SUPPLIED INFORMATION below:
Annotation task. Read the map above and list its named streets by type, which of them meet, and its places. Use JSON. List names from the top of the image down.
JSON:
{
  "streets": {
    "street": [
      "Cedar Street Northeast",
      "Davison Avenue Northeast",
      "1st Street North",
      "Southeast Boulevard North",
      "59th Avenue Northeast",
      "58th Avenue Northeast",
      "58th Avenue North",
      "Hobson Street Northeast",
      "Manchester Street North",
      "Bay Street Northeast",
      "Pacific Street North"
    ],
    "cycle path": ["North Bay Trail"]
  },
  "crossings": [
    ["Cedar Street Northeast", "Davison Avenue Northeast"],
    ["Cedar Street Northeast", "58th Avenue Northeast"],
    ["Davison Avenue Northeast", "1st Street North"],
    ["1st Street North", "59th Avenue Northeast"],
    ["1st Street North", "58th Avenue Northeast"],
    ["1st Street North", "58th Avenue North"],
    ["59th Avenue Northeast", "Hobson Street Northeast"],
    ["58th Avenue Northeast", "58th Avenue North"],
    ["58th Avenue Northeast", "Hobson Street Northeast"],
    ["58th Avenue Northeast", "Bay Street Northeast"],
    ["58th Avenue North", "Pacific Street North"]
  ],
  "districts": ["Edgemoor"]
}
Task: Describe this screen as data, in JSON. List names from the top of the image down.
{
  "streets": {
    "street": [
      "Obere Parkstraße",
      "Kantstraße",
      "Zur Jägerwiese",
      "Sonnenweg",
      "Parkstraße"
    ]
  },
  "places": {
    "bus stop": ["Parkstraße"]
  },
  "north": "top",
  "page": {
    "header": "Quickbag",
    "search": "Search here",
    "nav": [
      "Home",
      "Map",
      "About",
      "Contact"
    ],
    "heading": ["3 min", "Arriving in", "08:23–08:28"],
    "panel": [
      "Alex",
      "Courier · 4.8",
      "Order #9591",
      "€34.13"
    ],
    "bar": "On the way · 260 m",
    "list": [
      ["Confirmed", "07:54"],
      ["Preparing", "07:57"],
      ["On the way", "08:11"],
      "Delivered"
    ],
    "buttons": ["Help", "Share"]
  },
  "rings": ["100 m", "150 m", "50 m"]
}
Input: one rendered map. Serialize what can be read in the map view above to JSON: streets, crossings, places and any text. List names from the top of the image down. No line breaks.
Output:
End of SUPPLIED INFORMATION.
The lines wanted are those from the one with "Input: one rendered" through the last line of the records, repeated exactly and with both ends included.

ANSWER BOX:
Input: one rendered map. Serialize what can be read in the map view above to JSON: streets, crossings, places and any text. List names from the top of the image down. No line breaks.
Output:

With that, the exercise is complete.